Family Honour
A Spoken Movement production
artistic direction and choreography Kwame Asafo-Adjei
with Catrina Nisbett, Stefano A Addae, Kwame Asafo-Adjei
producer Deborah Bankole
dramaturg Morpheus
lighting Adam Carrée
sound composition Jack Hobbs, Stefano A Addae, Tyrone Isaac Stewart
Sadler's Wells, London • 14-15.Sep.22There's a big emotional wave surging through this remarkable hour-long performance piece, which recreates familiar settings with intent. As director, choreographer and dancer, Kwame Asafo-Adjei offers a striking point of view into social issues that are instantly recognisable, performed with precision and skill to bring out some very deep issues relating to expectations that come from families, cultures and religion.
The primary setting is a dinner table, where characters prowl around each other, evoking larger feelings. There are moments of tension, negotiation and many different expressions of domestic violence that confront the audience with the complexities of love, anger, grief and even survival. Performers Nisbett, Addae and Asafo-Adjei take on multiple roles to create a range of interactions with movements that seem to shift back and forward in time, using their full physicality in shapes that create powerful resonance.
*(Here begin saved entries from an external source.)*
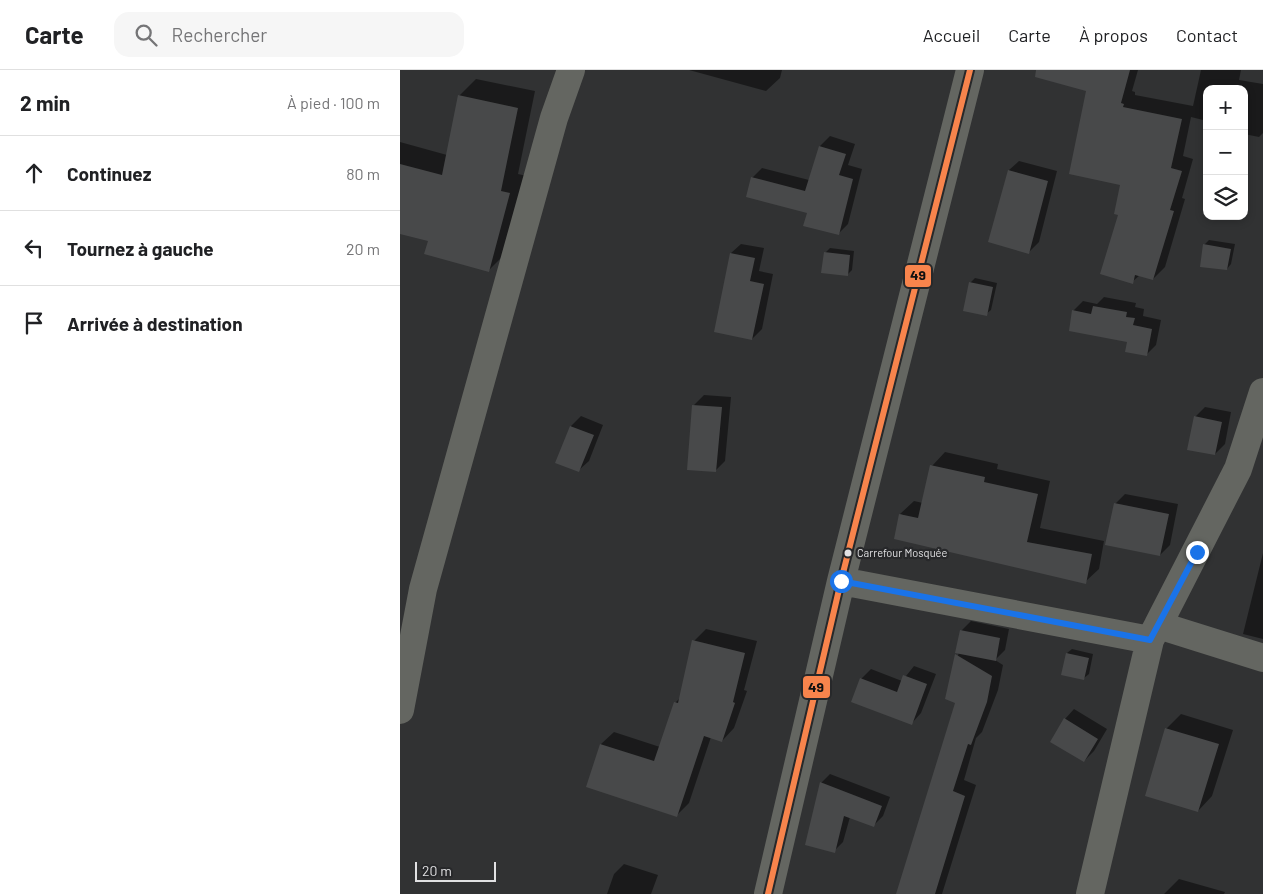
<!DOCTYPE html>
<html lang="fr">
<meta charset="utf-8">
<style>
:root{--surface:#fff;--page:#f6f6f6;--text:#202124;--muted:#757577;--line:#e0e0e0}
body{margin:0;font-family:Barlow,sans-serif;background:var(--page);color:var(--text)}
.controls{position:absolute;right:15px;top:15px;display:grid;overflow:hidden;border-radius:10px;box-shadow:0 2px 8px #0003}
.controls button{width:45px;height:45px;display:grid;place-items:center;padding:0;border:0;border-bottom:1px solid var(--line);background:var(--surface);color:var(--text);font:25px sans-serif}
.scale{position:absolute;left:15px;bottom:12px;width:81px;box-sizing:border-box;padding-left:5px;border:2px solid #e1e1e3;border-top:0;font-size:14px;line-height:18px;white-space:nowrap;color:#e1e1e3;-webkit-text-stroke:4px #27282a;paint-order:stroke}
.stop{position:absolute;width:15px;height:15px;margin:-11px;border:4px solid #1a73e8;border-radius:50%;background:#fff}
.stop.end{background:#1a73e8;border-color:#fff;box-shadow:0 1px 5px #0008}
.list{margin:0;padding:0;list-style:none}
h2{display:flex;justify-content:space-between;align-items:center;height:65px;margin:0;padding:0 20px;font-size:21px}
h2 small{font-size:16px;font-weight:400;color:var(--muted)}
.list li{display:grid;grid-template-columns:32px 1fr auto;gap:15px;align-items:center;box-sizing:border-box;height:75px;padding:0 20px;border-top:1px solid var(--line)}
.list b{display:block;font-size:19px;white-space:nowrap}
.list em{font-size:16px;font-style:normal;color:var(--muted)}
.icon{flex:none;width:28px;height:28px;fill:none;stroke:currentColor;stroke-width:2;stroke-linecap:round;stroke-linejoin:round}
.map{position:relative;flex:none;width:863px;height:824px;overflow:hidden}
header{display:flex;align-items:center;gap:30px;box-sizing:border-box;height:70px;padding:0 25px;background:var(--surface);border-bottom:1px solid var(--line)}
header strong{font-size:24px}
nav{display:flex;gap:28px;margin-inline-start:auto;font-size:18px}
.search{width:350px;height:45px;background:var(--page);display:flex;align-items:center;gap:12px;box-sizing:border-box;padding:0 18px;border-radius:15px;color:var(--muted);font-size:19px}
main{display:flex}
aside{flex:1;background:var(--surface)}
.map>svg:first-child{display:block}
</style>
<header>
<strong>Carte</strong>
<div class="search"><svg class="icon" aria-label="search" viewBox="0 0 24 24"><circle cx="10" cy="10" r="6"/><path d="M15 15l6 6"/></svg>Rechercher</div>
<nav><a>Accueil</a><a>Carte</a><a>À propos</a><a>Contact</a></nav>
</header>
<main>
<aside>
<h2>2 min<small>À pied · 100 m</small></h2>
<ul class="list">
<li><svg class="icon" aria-label="ahead" viewBox="0 0 24 24"><path d="M12 20V5M6 11l6-6 6 6"/></svg><div><b>Continuez</b></div><em>80 m</em></li>
<li><svg class="icon" aria-label="left" viewBox="0 0 24 24"><path d="M17 20v-9H6M10 6l-5 5 5 5"/></svg><div><b>Tournez à gauche</b></div><em>20 m</em></li>
<li><svg class="icon" aria-label="arrive" viewBox="0 0 24 24"><path d="M6 21V4h12l-3 4 3 4H6"/></svg><div><b>Arrivée à destination</b></div></li>
</ul>
</aside>
<div class="map">
<svg width="863" height="824" viewBox="0 0 863 824">
<rect width="100%" height="100%" fill="#313233"/>
<path fill="#0007" d="M289,0h93l-2,8 -14,13z
M641,0h97l-6,21 3,1v3l58,11 8,-36h40l-2,10 24,4v49l-4,4 -15,-3v-45h-37v32l-16,-4 -8,39 10,3 -11,39 3,1 -20,68 -12,12 -13,-4 -8,7 -13,-68 3,-30 -34,-94z
M76,9l59,12 -17,83 9,2 -21,77 -17,17 -60,-30 -29,-8v-90l47,13 12,-59z
M430,66l25,8 -7,21 14,4 -14,55 -10,10 -30,-22 -56,-34 10,-10 47,12 11,-34z
M619,91l38,10 -18,71 -10,10 -20,-82z
M809,170l26,4 -4,20 -4,5 -23,-24z
M341,174l23,4 -5,23 14,3 -11,55 -10,10 -21,-86z
M430,178l24,3 -2,19 -4,4 -23,-21z
M575,208l22,5 -6,27 -5,4 -16,-31z
M704,227l32,6 -1,4 9,2 -1,7 18,4 -5,25 -10,10 -18,-14 -55,-30 10,-10 14,3z
M304,325l27,2 -6,64 -10,10 -21,-66z
M805,337l26,5 -6,32 -10,10 -20,-37z
M181,346l22,9 -14,36 -10,9 -8,-44z
M545,382l53,12 -1,5 53,12 -10,47 64,13 -5,28 -14,13 -185,-68 14,-13 9,2 9,-37z
M725,424l53,10 -8,41 -10,10 -45,-51z
M863,483v86l-20,-5z
M571,551l38,8 -4,21 -10,10 8,5 -5,25 -16,42 -6,6 -12,42 12,5 -34,109h-45l60,-192 -10,-4 12,-46 2,-21z
M306,559l51,12 -13,49 3,1 -13,37 -12,13 -11,-4 -22,66 -13,13 -89,-30 14,-42 13,-12 46,15 16,-45 4,-4 14,-57z
M672,579l21,5 -4,20 -5,4 -17,-25z
M514,596l22,8 -15,39 -9,10 -51,-44 10,-10 31,12z
M674,639l33,20 -13,22 -10,10 -19,-42z
M781,644l52,16 -21,66 -14,15 -32,-82z
M430,704l60,23 -7,19 -9,9 -24,-8 -7,25 -9,9 -13,-68z
M224,794l34,11 -7,19h-44l7,-20z
M779,809l46,13 -1,2h-60z"/>
<path fill="#48494a" d="M636,0h94l-9,33 3,1 -1,3 59,12 -11,49 11,3 -12,39 4,1 -21,69 -18,-5 -2,9 -33,-10 18,-59 -4,-1 6,-29 -51,-11 17,-83 -51,-14z
M58,25l60,13 -17,83 9,2 -21,79 -65,-18 4,-13 -28,-7v-70l42,11z
M419,76l27,8 -7,21 14,4 -14,56 -36,-9 4,-13 -61,-16 5,-20 54,14z
M608,100l40,11 -19,73 -41,-12z
M803,174l28,5 -4,21 -27,-3z
M424,182l26,3 -2,21 -27,-3z
M330,183l25,5 -5,23 14,3 -12,56 -38,-8z
M569,212l24,5 -6,29 -24,-5z
M693,236l34,6 -1,5 9,1 -2,7 19,4 -5,27 -22,-4 2,-10 -58,-11 3,-21 19,4z
M292,335l30,2 -6,65 -29,-2z
M794,346l28,6 -7,33 -28,-5z
M170,356l24,9 -15,37 -24,-9z
M530,395l55,12 -1,5 54,12 -11,48 65,12 -6,30 -192,-45 5,-25 19,4z
M714,433l55,11 -9,42 -55,-11z
M560,560l40,8 -4,23 -41,-8z
M292,570l53,13 -12,49 2,1 -13,39 -18,-6 -27,81 -91,-30 14,-43 54,17 20,-59 4,1z
M666,583l23,5 -5,22 -23,-5z
M555,584l37,22 -5,26 -16,43 -3,-1 -15,47 12,5 -30,98h-39l59,-191 -10,-4z
M503,605l24,9 -15,41 -61,-23 9,-24 37,14z
M664,648l34,21 -14,23 -34,-20z
M765,658l54,16 -21,68 -53,-16z
M420,712l62,24 -8,21 -30,-11 -9,37 -30,-8z"/>
<g fill="none" stroke-linecap="round" stroke-linejoin="round">
<path stroke="#646661" stroke-width="28" d="M441,511l309,59
M758,555l80,-156 25,-77
M0,640l23,-121 131,-471 17,-48
M368,824l73,-313 129,-511
M690,824l60,-254 8,-15 105,33"/>
<g stroke="#27282a" stroke-width="10">
<path id="bus-1" d="M368,824l73,-313 129,-511"/>
</g>
<use href="#bus-1" stroke="#f8844c" stroke-width="6"/>
</g>
<g fill="none" stroke-linecap="round" stroke-linejoin="round">
<path stroke="#1a73e8" stroke-width="6" d="M441,511l309,59 47,-88"/>
</g>
<circle fill="#e1e1e3" stroke="#27282a" stroke-width="2" cx="448" cy="483" r="4.5"/>
<g text-anchor="middle" stroke-width="4.5" stroke-linejoin="round" paint-order="stroke">
<g font-size="11" fill="#e1e1e3" stroke="#27282a" text-anchor="start">
<text x="457" y="487">Carrefour Mosquée</text>
</g>
</g>
<g stroke="#27282a" stroke-width="2">
<rect x="504" y="194" width="28" height="24" rx="5" fill="#f8844c"/>
<rect x="402" y="605" width="29" height="24" rx="5" fill="#f8844c"/>
</g>
<g font-size="14" text-anchor="middle" font-weight="bold" fill="#111">
<text x="518" y="210">49</text>
<text x="416" y="622">49</text>
</g>
</svg>
<div class="controls">
<button>+</button>
<button>−</button>
<button><svg class="icon" aria-label="layers" viewBox="0 0 24 24"><path d="M12 4l9 5-9 5-9-5zM3 14l9 5 9-5"/></svg></button>
</div>
<div class="scale">20 m</div>
<div class="stop" style="left:441px;top:511px"></div>
<div class="stop end" style="left:797px;top:482px"></div>
</div>
</main>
On a blank stage flanked by audience members who are encouraged not to just be observers, the performers work with tables, chairs, bowls, windows and doors, deploying them in unexpected ways to shift the attention and provide surprising impact. Their stylised physicality feels both expressive and exact, almost cinematic in the way it speeds up, slows down and echoes around itself, as if what we're watching has been edited somehow for maximum effect.In addition to exploring how people manipulate and control each other in relationships, moments set in churches depict religious impulses that reflect joy, doubt and condemnation. As the thrumming soundscape adds a remarkably visceral tone to everything, there are also bursts of speech along the way, including preachers sermonising, pointed dialog and some poetic musings. None of this tells the audience how to interpret what's on stage, but it all works together to paint a picture that carries a strong punch to the gut.